- _What needs to be done_
Transcribe exactly the line containing "4l9 5-9 5-9-5zM3" and every line after it, through the end of the records below.

- _Data extracts_
::::
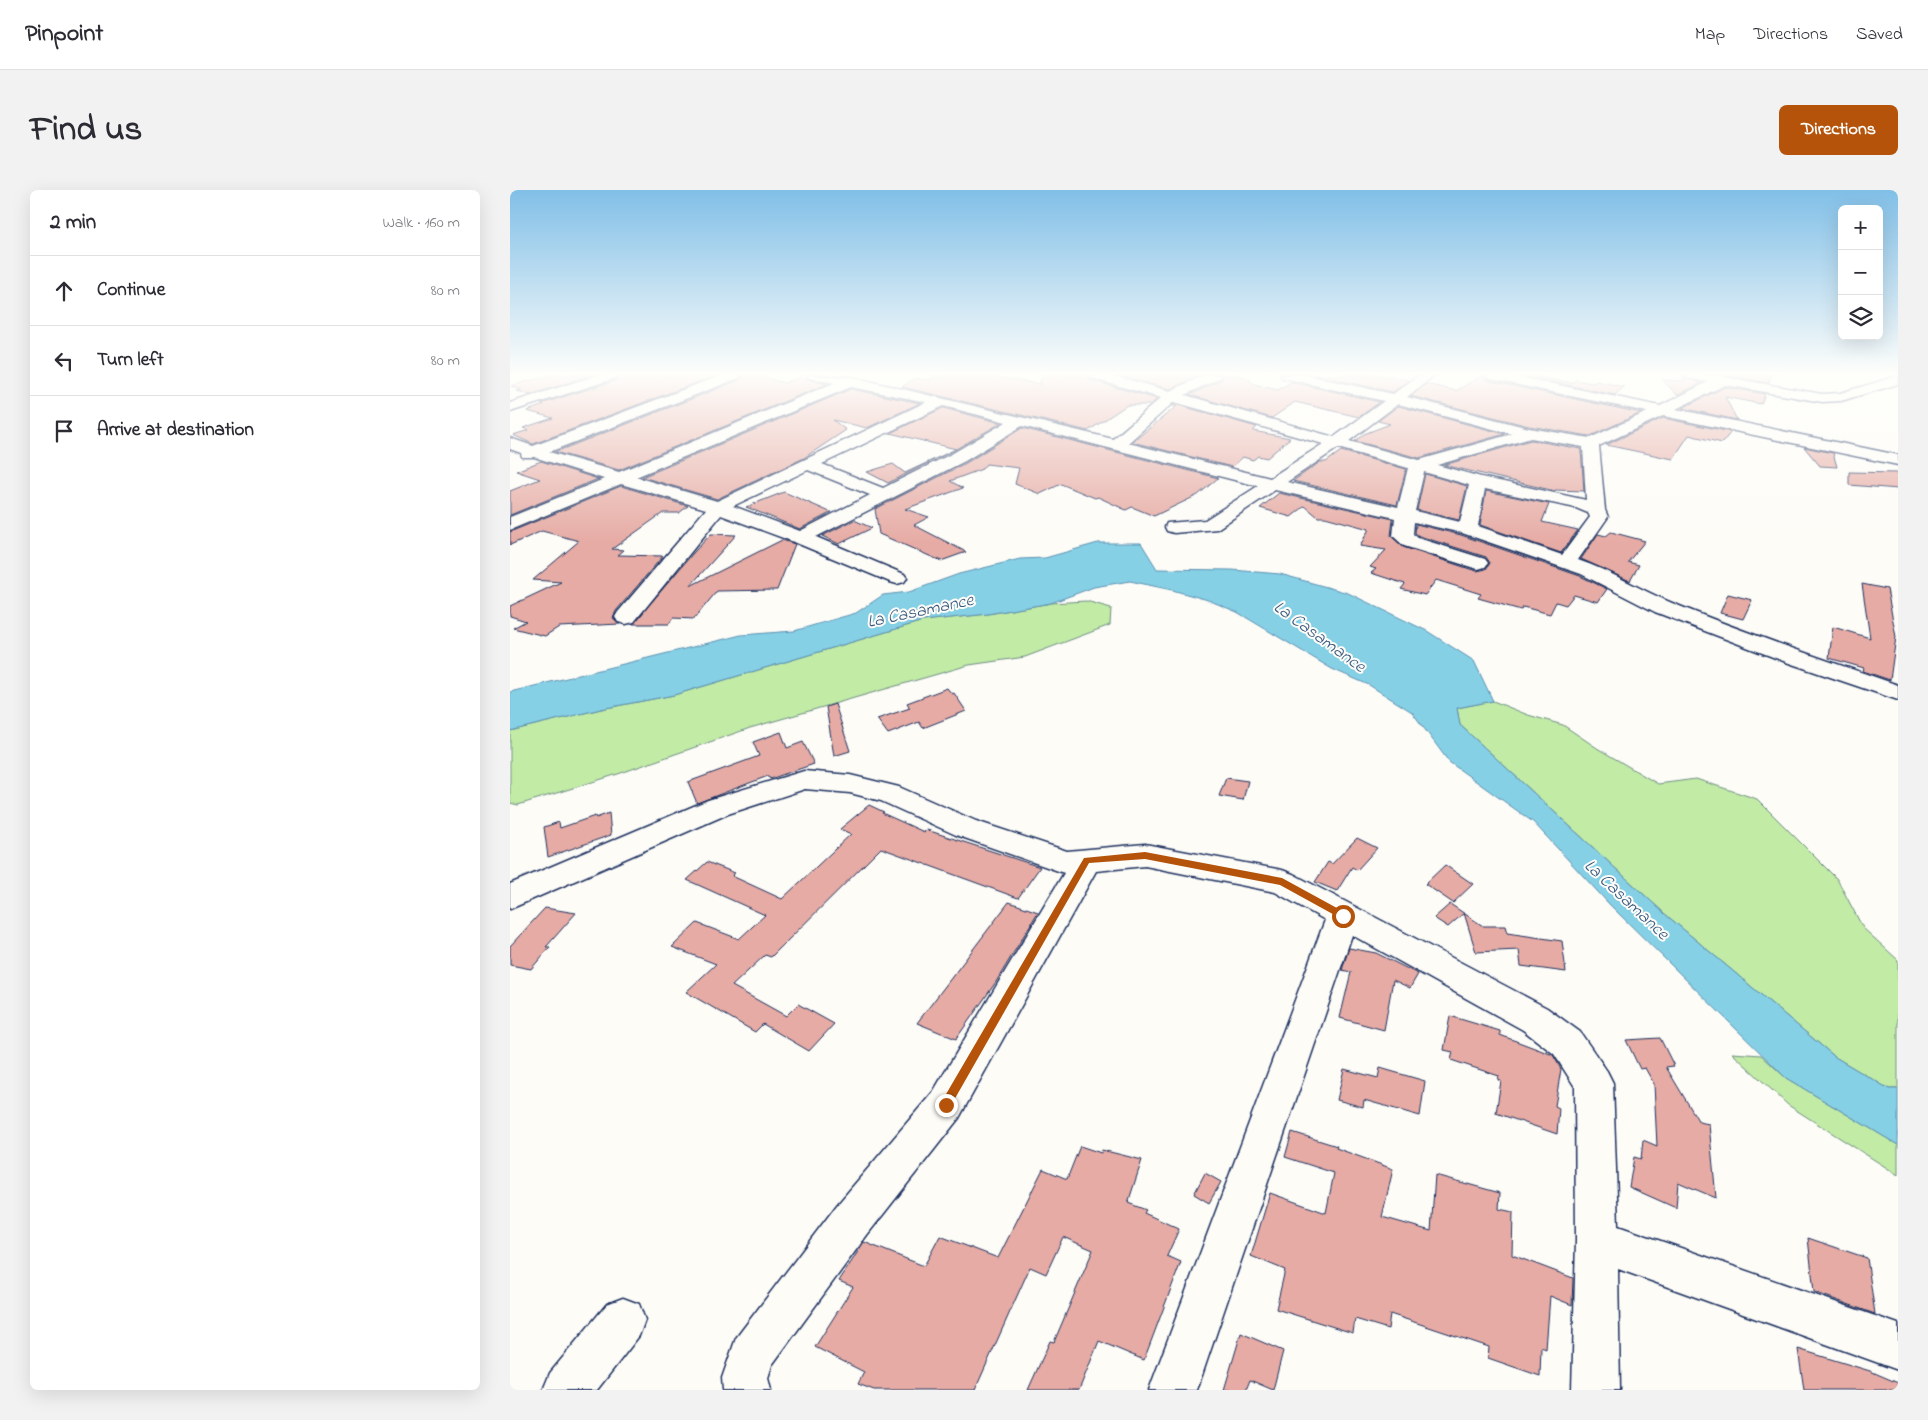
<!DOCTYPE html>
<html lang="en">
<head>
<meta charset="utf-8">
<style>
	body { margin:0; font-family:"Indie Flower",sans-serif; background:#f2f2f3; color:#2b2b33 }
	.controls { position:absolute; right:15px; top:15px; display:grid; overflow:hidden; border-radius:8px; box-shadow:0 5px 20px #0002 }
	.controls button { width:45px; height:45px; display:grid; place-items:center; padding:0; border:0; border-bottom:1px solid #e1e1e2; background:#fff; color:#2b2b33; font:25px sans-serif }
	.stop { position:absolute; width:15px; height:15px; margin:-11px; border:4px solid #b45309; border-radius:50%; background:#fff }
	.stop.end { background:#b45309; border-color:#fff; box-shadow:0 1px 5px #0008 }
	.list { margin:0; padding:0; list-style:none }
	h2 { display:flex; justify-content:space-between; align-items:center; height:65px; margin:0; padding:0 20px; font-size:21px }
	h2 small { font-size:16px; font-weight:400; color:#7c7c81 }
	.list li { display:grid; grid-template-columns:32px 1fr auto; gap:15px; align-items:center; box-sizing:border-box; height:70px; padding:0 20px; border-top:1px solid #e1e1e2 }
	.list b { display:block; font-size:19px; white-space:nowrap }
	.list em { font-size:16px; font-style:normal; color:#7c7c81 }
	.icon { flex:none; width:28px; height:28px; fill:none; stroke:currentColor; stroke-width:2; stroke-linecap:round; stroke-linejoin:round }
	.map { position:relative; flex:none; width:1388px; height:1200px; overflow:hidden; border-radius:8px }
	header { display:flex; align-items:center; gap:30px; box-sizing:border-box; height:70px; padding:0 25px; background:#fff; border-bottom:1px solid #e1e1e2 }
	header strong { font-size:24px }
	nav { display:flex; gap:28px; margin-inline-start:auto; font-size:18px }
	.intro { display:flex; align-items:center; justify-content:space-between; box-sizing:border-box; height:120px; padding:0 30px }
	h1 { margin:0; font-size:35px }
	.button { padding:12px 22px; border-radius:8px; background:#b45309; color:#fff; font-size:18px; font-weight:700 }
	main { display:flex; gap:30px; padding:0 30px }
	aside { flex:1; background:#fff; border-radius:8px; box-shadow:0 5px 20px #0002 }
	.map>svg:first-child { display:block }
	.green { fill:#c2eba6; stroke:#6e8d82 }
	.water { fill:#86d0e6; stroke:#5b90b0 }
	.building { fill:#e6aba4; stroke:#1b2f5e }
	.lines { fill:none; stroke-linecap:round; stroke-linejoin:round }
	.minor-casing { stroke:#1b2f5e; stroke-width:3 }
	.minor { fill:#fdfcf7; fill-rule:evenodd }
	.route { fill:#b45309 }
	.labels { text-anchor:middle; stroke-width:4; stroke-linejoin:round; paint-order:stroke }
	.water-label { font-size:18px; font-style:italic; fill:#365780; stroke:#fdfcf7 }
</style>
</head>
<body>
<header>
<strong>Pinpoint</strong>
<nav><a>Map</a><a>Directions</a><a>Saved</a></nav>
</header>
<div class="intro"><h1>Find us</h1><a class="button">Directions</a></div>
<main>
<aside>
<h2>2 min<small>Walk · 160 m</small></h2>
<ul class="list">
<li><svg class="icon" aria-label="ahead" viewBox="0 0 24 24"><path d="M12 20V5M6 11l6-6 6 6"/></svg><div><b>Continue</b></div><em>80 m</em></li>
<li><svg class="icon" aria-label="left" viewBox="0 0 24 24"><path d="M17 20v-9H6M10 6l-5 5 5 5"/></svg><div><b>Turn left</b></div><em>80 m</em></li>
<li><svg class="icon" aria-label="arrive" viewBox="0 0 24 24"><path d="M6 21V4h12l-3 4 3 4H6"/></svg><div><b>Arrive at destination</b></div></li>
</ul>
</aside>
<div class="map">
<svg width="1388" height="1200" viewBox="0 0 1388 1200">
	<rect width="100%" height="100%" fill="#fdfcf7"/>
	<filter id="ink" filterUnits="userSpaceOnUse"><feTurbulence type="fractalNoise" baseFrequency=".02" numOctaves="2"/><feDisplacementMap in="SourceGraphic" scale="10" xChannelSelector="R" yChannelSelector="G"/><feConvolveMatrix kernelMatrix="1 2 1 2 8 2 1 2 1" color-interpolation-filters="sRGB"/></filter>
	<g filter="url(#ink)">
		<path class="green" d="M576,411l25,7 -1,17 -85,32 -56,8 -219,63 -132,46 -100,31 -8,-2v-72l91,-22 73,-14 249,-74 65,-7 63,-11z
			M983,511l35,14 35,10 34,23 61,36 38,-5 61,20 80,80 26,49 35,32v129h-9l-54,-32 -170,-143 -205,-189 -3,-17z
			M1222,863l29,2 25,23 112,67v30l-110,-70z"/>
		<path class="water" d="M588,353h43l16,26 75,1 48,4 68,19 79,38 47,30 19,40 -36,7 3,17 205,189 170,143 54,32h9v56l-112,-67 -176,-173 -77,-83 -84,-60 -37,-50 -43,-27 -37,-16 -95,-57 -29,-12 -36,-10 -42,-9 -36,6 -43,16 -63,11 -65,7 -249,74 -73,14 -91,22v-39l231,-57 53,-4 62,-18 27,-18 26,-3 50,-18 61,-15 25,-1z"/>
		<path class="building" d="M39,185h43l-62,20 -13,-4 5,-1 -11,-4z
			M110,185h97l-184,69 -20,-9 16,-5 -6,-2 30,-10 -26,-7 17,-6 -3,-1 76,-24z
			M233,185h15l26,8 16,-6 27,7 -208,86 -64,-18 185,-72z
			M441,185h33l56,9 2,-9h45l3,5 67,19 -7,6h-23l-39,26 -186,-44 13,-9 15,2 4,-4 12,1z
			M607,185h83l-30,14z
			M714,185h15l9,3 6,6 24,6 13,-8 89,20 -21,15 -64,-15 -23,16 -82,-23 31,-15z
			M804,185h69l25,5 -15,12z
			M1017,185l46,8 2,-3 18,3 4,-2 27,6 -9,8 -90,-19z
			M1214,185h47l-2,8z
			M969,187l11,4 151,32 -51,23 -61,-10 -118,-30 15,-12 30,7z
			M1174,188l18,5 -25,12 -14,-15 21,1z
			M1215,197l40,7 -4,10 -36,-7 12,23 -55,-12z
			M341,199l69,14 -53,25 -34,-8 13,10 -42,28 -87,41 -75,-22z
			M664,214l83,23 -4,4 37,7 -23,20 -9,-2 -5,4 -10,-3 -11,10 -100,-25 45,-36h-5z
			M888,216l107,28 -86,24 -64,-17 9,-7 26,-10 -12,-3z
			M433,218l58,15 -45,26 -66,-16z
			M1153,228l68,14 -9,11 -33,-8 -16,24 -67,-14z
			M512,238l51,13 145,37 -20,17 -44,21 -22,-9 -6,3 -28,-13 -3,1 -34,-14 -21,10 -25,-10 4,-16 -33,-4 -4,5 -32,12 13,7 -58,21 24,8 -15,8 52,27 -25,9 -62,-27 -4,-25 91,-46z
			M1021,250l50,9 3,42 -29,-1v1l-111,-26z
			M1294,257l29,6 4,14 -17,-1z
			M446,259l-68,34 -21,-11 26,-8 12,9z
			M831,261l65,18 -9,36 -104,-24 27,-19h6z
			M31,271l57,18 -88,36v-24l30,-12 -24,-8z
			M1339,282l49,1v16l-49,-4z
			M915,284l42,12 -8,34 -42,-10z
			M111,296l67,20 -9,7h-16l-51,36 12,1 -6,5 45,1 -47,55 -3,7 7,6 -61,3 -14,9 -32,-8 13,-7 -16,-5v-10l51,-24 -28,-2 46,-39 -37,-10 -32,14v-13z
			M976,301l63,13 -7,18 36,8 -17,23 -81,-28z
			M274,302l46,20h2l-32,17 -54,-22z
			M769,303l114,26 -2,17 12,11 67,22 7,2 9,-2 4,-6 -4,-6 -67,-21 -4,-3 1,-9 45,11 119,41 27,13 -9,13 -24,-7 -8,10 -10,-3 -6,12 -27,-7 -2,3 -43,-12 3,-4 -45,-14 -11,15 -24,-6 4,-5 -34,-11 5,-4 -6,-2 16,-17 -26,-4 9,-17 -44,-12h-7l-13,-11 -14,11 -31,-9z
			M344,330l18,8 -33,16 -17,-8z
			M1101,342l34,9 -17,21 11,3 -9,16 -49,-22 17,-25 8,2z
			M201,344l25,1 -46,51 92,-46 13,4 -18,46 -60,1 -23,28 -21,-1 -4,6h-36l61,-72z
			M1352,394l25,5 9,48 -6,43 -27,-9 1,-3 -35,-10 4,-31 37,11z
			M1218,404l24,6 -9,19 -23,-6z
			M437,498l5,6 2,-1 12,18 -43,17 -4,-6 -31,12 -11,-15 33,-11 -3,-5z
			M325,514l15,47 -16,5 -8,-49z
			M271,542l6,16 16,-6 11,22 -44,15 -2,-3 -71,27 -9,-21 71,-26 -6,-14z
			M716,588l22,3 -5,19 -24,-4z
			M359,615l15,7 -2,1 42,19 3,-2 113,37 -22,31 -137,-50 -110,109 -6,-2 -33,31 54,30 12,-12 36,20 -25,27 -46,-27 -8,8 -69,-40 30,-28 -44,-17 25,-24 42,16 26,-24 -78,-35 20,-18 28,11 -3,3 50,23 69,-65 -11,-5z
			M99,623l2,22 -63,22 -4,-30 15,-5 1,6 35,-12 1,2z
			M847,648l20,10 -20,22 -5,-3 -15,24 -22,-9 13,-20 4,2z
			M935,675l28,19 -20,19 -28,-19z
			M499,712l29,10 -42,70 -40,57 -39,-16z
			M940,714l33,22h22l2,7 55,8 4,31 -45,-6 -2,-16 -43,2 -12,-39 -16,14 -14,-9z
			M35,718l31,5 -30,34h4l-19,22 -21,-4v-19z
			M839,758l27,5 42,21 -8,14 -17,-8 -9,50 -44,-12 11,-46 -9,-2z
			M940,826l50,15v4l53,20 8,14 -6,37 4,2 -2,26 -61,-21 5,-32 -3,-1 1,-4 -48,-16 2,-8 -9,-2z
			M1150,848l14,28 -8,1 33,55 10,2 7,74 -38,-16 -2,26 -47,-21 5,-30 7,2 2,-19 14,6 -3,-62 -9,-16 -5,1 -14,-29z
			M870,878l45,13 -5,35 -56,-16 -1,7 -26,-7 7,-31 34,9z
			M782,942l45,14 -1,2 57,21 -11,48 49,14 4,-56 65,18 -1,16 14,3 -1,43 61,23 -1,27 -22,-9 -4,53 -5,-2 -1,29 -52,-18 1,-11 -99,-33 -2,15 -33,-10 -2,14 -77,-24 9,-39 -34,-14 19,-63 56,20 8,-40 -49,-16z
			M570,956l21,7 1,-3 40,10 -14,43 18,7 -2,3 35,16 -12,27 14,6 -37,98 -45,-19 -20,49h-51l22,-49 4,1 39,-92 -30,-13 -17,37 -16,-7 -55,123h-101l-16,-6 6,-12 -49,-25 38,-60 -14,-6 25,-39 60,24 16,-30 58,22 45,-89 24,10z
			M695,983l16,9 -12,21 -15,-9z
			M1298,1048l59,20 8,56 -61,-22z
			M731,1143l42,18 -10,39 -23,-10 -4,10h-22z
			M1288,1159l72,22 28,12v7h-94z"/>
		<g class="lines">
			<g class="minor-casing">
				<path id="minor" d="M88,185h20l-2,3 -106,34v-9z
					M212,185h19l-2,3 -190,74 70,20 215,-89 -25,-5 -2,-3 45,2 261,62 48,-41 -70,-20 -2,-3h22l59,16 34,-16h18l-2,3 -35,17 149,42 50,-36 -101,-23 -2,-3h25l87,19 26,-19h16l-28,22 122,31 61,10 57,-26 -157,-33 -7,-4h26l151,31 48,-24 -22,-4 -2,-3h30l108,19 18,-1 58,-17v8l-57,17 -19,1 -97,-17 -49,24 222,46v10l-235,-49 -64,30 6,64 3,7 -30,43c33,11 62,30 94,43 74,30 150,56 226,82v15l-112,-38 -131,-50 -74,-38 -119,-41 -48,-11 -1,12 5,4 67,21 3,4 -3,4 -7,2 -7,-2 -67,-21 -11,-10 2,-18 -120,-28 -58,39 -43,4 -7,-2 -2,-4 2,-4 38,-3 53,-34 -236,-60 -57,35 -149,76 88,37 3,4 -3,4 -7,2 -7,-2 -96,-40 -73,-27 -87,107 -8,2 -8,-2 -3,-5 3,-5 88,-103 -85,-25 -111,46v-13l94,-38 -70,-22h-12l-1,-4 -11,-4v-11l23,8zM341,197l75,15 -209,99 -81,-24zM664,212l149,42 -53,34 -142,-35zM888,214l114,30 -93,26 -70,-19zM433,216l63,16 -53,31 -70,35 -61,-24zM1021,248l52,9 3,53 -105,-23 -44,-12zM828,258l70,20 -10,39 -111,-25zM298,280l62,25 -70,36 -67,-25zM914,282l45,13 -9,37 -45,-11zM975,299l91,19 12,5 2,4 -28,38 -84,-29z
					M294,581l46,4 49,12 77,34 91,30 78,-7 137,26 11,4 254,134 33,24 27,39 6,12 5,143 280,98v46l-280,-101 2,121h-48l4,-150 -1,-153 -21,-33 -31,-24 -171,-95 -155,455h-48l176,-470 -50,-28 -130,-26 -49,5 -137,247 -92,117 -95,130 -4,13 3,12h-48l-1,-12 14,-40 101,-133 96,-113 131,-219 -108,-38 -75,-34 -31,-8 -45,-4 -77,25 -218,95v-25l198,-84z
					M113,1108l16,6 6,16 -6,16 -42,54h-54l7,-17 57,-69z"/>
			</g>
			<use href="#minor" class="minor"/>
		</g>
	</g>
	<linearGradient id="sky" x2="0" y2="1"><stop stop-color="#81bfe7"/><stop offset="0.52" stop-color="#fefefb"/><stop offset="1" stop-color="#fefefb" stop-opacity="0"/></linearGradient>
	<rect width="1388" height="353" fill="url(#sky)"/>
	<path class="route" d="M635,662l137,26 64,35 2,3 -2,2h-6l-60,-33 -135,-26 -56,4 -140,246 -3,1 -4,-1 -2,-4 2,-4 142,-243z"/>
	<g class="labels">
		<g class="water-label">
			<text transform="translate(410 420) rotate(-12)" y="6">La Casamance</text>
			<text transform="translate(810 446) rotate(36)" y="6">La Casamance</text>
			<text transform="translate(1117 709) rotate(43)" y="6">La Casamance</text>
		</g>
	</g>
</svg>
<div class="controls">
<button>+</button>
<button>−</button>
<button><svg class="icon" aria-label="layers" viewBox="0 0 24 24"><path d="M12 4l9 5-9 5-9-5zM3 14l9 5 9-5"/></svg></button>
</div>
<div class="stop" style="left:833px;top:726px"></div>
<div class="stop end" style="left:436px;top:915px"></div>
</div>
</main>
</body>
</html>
::::
- _Problem solution_
<button><svg class="icon" aria-label="layers" viewBox="0 0 24 24"><path d="M12 4l9 5-9 5-9-5zM3 14l9 5 9-5"/></svg></button>
</div>
<div class="stop" style="left:833px;top:726px"></div>
<div class="stop end" style="left:436px;top:915px"></div>
</div>
</main>
</body>
</html>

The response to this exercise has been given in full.